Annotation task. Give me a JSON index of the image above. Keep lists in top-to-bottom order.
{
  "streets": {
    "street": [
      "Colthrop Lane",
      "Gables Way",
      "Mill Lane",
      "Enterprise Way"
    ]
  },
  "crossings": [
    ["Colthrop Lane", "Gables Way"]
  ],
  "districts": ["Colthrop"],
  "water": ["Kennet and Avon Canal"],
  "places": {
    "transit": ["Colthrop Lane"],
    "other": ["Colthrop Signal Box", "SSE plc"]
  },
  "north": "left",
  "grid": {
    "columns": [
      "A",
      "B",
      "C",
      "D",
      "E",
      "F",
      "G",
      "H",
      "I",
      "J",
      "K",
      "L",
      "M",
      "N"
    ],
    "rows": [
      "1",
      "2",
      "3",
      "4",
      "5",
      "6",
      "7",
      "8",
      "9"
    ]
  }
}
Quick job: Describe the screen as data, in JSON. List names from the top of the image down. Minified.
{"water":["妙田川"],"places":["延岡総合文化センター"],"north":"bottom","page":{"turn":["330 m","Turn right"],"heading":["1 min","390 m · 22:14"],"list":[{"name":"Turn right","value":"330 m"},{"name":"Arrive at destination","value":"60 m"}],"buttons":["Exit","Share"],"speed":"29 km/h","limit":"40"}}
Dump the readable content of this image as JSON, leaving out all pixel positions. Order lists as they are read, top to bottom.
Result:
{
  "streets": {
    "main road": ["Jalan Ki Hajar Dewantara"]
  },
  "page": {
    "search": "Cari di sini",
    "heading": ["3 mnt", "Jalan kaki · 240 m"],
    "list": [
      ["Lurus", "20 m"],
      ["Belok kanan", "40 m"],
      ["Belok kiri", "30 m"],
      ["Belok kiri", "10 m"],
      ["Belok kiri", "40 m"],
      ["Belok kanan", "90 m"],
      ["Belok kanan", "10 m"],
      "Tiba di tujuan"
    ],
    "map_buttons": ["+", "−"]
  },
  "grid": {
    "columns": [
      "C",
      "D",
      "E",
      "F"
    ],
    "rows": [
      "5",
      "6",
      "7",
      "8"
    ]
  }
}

▬▬▬

* [Task brief]: Output each line of the data exactly as it stands above.

* [Written response]:
Annotation task. Give me a JSON index of the image above. Keep lists in top-to-bottom order.
{
  "streets": {
    "street": [
      "Colthrop Lane",
      "Gables Way",
      "Mill Lane",
      "Enterprise Way"
    ]
  },
  "crossings": [
    ["Colthrop Lane", "Gables Way"]
  ],
  "districts": ["Colthrop"],
  "water": ["Kennet and Avon Canal"],
  "places": {
    "transit": ["Colthrop Lane"],
    "other": ["Colthrop Signal Box", "SSE plc"]
  },
  "north": "left",
  "grid": {
    "columns": [
      "A",
      "B",
      "C",
      "D",
      "E",
      "F",
      "G",
      "H",
      "I",
      "J",
      "K",
      "L",
      "M",
      "N"
    ],
    "rows": [
      "1",
      "2",
      "3",
      "4",
      "5",
      "6",
      "7",
      "8",
      "9"
    ]
  }
}
Quick job: Describe the screen as data, in JSON. List names from the top of the image down. Minified.
{"water":["妙田川"],"places":["延岡総合文化センター"],"north":"bottom","page":{"turn":["330 m","Turn right"],"heading":["1 min","390 m · 22:14"],"list":[{"name":"Turn right","value":"330 m"},{"name":"Arrive at destination","value":"60 m"}],"buttons":["Exit","Share"],"speed":"29 km/h","limit":"40"}}
Dump the readable content of this image as JSON, leaving out all pixel positions. Order lists as they are read, top to bottom.
Result:
{
  "streets": {
    "main road": ["Jalan Ki Hajar Dewantara"]
  },
  "page": {
    "search": "Cari di sini",
    "heading": ["3 mnt", "Jalan kaki · 240 m"],
    "list": [
      ["Lurus", "20 m"],
      ["Belok kanan", "40 m"],
      ["Belok kiri", "30 m"],
      ["Belok kiri", "10 m"],
      ["Belok kiri", "40 m"],
      ["Belok kanan", "90 m"],
      ["Belok kanan", "10 m"],
      "Tiba di tujuan"
    ],
    "map_buttons": ["+", "−"]
  },
  "grid": {
    "columns": [
      "C",
      "D",
      "E",
      "F"
    ],
    "rows": [
      "5",
      "6",
      "7",
      "8"
    ]
  }
}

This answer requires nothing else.